## [Your goal]
Show the lines below where "absolute" occurs.
▬▬▬▬▬▬▬▬▬▬
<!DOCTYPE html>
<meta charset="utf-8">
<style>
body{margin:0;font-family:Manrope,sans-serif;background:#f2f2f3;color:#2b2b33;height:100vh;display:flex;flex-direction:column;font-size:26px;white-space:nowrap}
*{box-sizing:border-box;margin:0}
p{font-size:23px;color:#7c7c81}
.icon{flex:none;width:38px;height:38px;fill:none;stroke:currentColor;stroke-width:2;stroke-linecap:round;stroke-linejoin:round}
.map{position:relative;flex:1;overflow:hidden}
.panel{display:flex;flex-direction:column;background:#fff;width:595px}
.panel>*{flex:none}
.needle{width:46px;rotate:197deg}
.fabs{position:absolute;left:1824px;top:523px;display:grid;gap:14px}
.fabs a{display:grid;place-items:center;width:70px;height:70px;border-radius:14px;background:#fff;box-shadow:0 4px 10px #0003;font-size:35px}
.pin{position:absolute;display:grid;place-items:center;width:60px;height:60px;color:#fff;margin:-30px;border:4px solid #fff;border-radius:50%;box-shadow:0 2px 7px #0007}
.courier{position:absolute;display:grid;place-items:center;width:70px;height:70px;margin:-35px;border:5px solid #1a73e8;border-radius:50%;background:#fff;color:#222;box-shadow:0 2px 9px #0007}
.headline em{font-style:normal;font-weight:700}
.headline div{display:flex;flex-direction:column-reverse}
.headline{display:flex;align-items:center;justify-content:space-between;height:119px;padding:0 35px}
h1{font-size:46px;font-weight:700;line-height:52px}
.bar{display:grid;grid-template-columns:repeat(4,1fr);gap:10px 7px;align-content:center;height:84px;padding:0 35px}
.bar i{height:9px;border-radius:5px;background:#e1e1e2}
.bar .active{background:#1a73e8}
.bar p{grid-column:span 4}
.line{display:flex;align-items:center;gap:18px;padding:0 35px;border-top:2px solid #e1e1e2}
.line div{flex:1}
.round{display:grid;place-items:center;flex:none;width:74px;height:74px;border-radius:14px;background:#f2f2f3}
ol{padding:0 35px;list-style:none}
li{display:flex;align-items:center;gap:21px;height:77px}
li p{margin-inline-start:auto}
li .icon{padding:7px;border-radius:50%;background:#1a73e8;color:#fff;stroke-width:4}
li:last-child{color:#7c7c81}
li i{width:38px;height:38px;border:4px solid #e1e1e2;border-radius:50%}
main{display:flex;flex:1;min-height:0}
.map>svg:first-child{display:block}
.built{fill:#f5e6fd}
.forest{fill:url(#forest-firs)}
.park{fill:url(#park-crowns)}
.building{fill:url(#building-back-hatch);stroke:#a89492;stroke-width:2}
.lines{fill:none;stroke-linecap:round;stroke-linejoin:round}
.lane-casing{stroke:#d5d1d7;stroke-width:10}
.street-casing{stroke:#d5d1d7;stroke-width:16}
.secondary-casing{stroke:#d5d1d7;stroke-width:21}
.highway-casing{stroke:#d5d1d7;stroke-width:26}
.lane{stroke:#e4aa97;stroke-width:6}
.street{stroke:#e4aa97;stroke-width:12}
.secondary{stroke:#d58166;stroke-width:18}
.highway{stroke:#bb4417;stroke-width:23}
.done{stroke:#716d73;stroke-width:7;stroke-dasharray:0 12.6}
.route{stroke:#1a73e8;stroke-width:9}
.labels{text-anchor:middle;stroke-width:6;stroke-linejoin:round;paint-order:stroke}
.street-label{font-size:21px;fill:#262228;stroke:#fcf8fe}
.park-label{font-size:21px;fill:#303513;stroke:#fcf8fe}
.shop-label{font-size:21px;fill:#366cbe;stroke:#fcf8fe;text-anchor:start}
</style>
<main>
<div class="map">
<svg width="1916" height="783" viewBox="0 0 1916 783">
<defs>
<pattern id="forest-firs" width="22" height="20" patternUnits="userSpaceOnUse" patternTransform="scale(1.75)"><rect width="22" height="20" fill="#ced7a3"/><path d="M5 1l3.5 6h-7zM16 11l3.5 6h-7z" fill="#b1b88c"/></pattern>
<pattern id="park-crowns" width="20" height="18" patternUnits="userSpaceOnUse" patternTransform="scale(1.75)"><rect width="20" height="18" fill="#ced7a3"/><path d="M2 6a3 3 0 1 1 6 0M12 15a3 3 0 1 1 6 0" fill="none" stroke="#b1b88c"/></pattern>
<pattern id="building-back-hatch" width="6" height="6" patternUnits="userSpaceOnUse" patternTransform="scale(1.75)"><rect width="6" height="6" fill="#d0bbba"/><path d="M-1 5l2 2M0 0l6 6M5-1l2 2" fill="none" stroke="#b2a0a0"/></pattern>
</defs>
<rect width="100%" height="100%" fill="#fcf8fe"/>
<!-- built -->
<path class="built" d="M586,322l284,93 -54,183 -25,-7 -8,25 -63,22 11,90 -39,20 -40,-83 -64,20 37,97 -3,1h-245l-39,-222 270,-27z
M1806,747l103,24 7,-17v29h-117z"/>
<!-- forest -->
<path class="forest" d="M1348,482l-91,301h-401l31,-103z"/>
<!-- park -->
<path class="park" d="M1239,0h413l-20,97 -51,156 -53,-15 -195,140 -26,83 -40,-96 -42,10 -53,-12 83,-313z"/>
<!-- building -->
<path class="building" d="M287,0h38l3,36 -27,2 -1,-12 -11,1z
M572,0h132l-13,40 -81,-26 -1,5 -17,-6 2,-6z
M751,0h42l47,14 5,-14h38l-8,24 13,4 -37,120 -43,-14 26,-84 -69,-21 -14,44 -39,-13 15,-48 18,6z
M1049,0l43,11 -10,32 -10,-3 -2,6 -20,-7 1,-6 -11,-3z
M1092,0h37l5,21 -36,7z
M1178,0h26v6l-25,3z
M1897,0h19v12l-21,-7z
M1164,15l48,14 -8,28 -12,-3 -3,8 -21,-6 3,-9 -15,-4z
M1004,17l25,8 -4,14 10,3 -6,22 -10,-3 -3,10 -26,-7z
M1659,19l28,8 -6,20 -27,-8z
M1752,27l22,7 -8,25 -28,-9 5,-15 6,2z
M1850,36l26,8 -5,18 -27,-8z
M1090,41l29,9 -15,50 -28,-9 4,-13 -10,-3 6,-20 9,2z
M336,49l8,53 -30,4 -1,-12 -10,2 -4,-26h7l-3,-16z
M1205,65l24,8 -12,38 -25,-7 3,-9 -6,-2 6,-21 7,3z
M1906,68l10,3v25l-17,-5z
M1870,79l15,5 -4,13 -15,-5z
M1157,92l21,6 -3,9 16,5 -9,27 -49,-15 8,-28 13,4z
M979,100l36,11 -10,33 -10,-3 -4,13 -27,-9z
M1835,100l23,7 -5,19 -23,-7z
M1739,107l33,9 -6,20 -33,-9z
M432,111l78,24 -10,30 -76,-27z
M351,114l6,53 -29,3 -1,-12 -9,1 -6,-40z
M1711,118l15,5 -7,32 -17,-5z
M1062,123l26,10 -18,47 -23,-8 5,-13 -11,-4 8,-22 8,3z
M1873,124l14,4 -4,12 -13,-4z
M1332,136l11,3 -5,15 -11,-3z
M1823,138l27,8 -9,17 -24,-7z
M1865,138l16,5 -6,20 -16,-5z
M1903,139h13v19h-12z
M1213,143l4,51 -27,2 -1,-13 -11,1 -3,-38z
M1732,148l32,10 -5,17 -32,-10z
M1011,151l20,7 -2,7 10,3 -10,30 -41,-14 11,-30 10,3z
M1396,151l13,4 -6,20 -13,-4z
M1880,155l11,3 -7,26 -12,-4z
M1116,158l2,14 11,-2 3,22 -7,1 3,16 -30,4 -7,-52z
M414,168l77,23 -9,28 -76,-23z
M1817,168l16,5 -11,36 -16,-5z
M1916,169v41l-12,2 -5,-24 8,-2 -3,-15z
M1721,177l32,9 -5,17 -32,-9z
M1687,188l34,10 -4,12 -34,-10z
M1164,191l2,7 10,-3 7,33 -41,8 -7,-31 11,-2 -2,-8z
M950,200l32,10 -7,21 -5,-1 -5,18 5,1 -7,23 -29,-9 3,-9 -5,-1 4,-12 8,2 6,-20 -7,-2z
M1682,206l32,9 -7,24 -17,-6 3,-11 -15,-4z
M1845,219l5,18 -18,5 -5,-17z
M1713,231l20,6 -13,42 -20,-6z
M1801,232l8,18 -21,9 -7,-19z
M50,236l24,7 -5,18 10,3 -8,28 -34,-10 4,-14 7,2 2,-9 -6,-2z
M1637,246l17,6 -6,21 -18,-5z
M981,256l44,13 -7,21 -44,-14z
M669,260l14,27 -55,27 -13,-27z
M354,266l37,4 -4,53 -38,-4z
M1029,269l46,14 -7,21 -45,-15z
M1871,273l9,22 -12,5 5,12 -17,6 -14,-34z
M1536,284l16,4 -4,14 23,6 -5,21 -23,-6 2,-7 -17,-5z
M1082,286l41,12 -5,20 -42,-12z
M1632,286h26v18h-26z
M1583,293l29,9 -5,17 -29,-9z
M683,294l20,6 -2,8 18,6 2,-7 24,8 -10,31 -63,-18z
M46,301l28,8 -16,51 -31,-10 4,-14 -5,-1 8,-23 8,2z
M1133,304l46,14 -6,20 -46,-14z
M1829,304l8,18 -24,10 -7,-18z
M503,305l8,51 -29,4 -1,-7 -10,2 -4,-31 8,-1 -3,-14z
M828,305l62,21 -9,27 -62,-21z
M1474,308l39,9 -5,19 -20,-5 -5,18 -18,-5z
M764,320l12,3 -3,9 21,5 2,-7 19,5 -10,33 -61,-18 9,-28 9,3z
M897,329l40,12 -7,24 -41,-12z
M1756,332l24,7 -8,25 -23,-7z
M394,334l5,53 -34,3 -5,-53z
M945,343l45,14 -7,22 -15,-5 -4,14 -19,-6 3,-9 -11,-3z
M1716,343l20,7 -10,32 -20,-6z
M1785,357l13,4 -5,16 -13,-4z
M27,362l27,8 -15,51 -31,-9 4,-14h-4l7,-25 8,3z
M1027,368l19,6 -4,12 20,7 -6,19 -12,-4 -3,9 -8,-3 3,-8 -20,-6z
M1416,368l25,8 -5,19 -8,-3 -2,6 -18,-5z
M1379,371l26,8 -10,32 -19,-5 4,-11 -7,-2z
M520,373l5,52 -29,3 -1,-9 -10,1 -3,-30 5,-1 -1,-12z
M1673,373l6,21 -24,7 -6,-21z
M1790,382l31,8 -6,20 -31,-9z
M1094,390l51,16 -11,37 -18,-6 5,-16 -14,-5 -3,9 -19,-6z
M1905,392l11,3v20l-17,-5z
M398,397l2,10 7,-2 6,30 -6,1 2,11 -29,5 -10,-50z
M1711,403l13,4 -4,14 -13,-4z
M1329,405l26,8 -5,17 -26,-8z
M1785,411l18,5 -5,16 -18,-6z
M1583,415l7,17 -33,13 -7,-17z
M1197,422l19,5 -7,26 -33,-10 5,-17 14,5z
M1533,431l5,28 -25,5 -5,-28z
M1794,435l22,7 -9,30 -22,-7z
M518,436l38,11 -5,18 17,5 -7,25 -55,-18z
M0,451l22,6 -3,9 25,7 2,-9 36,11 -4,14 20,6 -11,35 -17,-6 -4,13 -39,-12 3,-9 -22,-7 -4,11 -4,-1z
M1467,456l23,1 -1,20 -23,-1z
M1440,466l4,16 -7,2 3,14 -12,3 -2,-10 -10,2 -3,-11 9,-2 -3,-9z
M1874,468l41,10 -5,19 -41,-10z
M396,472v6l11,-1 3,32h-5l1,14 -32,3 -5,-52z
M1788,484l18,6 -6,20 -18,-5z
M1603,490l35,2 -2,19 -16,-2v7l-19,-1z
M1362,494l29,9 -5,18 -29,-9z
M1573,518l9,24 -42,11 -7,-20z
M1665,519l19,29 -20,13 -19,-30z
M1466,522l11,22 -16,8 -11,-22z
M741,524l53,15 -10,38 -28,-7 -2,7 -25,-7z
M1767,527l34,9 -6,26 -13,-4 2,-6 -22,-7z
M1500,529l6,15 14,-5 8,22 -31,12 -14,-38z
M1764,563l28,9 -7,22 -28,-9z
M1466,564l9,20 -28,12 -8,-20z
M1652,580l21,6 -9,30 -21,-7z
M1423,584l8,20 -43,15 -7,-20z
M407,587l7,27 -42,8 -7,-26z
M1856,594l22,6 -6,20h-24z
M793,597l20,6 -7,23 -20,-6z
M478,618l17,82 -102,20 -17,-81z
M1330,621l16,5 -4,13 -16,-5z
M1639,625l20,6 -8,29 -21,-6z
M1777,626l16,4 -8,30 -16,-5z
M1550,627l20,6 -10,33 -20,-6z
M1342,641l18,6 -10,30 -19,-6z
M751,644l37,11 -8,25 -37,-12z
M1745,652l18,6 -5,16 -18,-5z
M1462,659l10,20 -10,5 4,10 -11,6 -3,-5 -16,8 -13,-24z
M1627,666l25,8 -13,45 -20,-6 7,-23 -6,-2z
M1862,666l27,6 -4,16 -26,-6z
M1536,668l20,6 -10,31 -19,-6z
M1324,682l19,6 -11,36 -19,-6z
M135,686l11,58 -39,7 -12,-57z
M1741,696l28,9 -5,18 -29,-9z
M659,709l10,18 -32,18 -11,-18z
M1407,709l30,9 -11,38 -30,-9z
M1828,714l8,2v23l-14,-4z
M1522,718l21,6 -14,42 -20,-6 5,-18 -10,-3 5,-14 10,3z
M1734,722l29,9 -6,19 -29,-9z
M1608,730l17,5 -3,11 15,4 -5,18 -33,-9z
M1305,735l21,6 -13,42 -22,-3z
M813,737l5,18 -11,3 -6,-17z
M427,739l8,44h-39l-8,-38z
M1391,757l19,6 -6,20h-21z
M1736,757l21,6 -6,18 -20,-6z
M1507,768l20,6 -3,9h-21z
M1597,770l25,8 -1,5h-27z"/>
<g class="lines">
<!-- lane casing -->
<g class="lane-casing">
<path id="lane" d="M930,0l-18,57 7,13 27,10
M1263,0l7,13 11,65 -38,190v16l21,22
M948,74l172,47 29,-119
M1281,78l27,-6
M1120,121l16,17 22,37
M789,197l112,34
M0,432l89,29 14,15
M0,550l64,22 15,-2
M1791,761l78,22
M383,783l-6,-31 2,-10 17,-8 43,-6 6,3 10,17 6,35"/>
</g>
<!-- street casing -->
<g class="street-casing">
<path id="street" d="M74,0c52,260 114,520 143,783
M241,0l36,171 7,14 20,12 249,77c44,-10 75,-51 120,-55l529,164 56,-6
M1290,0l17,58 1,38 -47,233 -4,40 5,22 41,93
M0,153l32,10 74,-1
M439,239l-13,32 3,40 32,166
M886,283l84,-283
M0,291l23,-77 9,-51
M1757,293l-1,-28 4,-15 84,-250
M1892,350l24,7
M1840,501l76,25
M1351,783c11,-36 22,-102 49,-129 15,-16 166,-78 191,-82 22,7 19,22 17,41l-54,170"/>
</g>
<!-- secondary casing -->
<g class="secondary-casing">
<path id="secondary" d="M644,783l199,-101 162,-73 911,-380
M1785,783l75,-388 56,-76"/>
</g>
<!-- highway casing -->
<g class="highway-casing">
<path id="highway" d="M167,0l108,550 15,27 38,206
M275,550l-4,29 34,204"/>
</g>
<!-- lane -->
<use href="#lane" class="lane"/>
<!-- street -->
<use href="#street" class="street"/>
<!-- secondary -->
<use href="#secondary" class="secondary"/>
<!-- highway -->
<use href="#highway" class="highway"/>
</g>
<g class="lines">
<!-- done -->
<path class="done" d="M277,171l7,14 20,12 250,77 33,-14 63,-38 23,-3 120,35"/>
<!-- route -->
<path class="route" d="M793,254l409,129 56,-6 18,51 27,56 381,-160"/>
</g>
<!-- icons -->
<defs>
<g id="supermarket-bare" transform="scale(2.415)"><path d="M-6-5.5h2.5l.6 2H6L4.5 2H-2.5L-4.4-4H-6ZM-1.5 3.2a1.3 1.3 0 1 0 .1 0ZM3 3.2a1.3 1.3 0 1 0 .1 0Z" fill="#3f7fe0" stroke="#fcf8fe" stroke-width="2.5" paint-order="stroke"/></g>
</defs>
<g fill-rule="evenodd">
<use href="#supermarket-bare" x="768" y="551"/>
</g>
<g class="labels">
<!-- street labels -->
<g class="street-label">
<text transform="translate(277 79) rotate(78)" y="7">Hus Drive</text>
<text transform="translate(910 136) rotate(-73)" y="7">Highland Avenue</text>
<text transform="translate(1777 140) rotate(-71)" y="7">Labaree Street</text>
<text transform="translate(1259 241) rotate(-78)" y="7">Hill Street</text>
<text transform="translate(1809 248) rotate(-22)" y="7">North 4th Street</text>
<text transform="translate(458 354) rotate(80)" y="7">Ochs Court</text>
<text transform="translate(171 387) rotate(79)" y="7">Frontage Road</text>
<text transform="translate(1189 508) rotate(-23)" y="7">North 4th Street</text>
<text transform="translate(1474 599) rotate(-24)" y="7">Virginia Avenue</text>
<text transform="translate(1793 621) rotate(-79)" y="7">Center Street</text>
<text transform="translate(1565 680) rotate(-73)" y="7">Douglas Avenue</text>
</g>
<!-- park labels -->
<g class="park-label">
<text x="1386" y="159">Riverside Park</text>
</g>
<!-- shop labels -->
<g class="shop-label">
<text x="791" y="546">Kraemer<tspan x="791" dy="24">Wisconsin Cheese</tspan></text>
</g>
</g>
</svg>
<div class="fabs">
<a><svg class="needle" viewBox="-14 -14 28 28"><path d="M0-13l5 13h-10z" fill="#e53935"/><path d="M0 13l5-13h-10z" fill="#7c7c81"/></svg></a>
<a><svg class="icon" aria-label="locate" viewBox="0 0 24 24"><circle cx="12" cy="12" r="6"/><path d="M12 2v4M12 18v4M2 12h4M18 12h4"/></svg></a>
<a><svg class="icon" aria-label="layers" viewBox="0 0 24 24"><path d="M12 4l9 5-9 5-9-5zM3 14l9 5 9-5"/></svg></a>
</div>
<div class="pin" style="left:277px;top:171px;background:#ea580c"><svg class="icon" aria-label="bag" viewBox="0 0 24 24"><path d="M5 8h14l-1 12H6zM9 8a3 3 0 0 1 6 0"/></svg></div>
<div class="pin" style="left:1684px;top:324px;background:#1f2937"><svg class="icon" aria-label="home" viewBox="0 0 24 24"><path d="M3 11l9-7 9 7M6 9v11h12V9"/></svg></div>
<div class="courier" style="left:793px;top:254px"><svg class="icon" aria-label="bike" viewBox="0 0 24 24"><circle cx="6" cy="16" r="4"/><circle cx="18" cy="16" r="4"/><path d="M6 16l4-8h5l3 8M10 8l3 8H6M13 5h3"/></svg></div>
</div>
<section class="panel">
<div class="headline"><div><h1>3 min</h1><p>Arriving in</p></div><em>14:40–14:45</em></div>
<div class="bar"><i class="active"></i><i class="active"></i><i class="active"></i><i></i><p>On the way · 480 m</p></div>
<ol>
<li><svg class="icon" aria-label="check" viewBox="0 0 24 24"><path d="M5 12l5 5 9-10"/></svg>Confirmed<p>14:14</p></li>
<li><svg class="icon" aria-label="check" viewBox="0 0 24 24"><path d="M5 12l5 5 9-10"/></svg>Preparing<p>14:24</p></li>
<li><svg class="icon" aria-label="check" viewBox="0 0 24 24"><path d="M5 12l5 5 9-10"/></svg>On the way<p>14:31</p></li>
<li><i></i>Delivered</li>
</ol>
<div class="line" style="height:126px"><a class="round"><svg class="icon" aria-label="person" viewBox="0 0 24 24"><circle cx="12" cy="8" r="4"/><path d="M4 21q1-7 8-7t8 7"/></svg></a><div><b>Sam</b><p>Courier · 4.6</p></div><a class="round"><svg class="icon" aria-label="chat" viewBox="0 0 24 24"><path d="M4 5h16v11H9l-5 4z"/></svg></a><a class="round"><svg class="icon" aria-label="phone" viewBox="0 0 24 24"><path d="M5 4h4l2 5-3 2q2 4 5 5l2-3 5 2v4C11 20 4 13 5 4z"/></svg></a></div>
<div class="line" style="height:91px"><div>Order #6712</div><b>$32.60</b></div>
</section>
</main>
▬▬▬▬▬▬▬▬▬▬
## [Task response]
.fabs{position:absolute;left:1824px;top:523px;display:grid;gap:14px}
.pin{position:absolute;display:grid;place-items:center;width:60px;height:60px;color:#fff;margin:-30px;border:4px solid #fff;border-radius:50%;box-shadow:0 2px 7px #0007}
.courier{position:absolute;display:grid;place-items:center;width:70px;height:70px;margin:-35px;border:5px solid #1a73e8;border-radius:50%;background:#fff;color:#222;box-shadow:0 2px 9px #0007}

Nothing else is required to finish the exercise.